Y, ahora, la mujer flotante se sienta en la mecedora, sin despegar los pies del suelo. A veces recuerda lo que fue una vez, las vidas que tuvo allí arriba, las que se inventó, las que desechó por fantásticas, las que adoró por irreales, las que pudieron ser… y las echa de menos. Entonces, se las cuenta a sus nietos, ellos creen que se las inventa. «Ya está la abuela con sus historias», dicen los más mayores.
Hoy sus hijos cuchichean en la cocina. Escucha palabras sueltas: «Residencia… Cuidados especiales… Desorientada». Sabe de qué está hablando su hija. Hace unos días, la mujer flotante se armó de valor y quiso elevarse una vez más. Decidió que lo mejor era ir al parque. Con paso apresurado, llegó hasta los olmos y deseó flotar fuertemente una vez más. Pero los pies no se movieron. Cerró los ojos, pensó en el hombre flotante, en ella en ese parque… pero nada. Sus pies seguían inmóviles, sin despegarse de la tierra. Unos niños la señalaban y se reían descaradamente. Una chica joven se acercó hasta donde estaba ella y la tapó con su abrigo: «Señora, ¿se encuentra bien? ¿Dónde vive?». Su voz era suave, ceceaba ligeramente. «¿Quiere que llamemos a alguien?». Pero la mujer flotante no contestaba. Estaba triste, contemplando sus pies, porque no había podido elevarse. No le importó que los niños se rieran al verla en camisón y descalza. Dejó que aquella mujer joven, de tierra, le acariciase los cabellos despeinados y canosos. La mujer flotante al final balbuceó: «Solo quiero volar». Y después, ya vino la ambulancia, el hospital, su hija con los ojos empañados mientras la llevaba en el coche de vuelta a casa. La mujer flotante, cansada, se sentó en la mecedora, con los pies inmóviles, mientras su hija limpiaba un charquito que amarilleaba el suelo y le dijo que no pasaba nada.

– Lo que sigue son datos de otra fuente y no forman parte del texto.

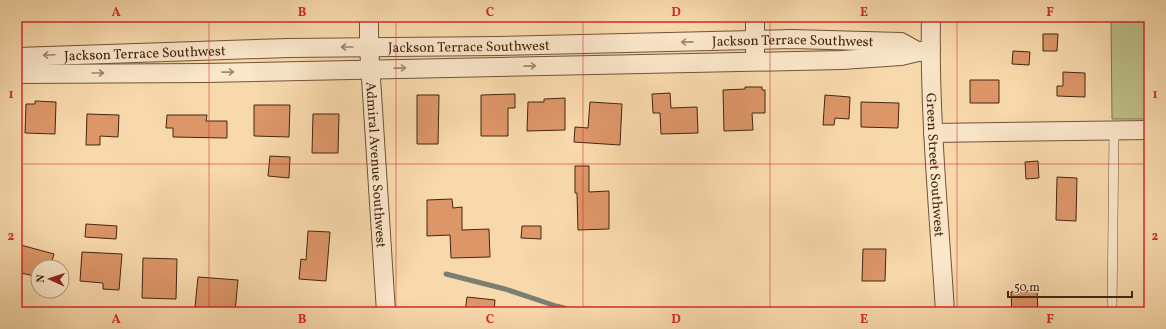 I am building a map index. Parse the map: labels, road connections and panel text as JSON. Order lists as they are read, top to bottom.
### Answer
{
  "streets": {
    "street": ["Jackson Terrace Southwest", "Admiral Avenue Southwest", "Green Street Southwest"]
  },
  "crossings": [
    ["Jackson Terrace Southwest", "Admiral Avenue Southwest"],
    ["Jackson Terrace Southwest", "Green Street Southwest"]
  ],
  "scale_bar": "50 m",
  "north": "left",
  "grid": {
    "columns": [
      "A",
      "B",
      "C",
      "D",
      "E",
      "F"
    ],
    "rows": ["1", "2"]
  }
}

Hoy la mujer flotante huele a jabón y a colonia infantil. Su nieta, la más pequeña, se acerca y le coge de la mano. «Abuela, ¿quieres que te cuente un secreto?». La mujer flotante asiente con la cabeza. «Pero no se lo puedes decir a nadie, porque no se lo creerían». La mujer flotante le acaricia la rubia cabeza. La nieta se acerca a la oreja y le susurra: «Abuela, puedo flotar». Entonces la mujer flotante sonríe y se eleva de la mecedora, despacio, aún agarrada de la mano de su nieta, la que lleva el mismo nombre que la mujer de tierra. Y las dos ascienden juntas, muy poco, entre risas ahogadas. «Abuela, yo no subo más». La mujer flotante la mira, le suelta la mano y sigue hacia arriba… porque sabe que ya no bajará.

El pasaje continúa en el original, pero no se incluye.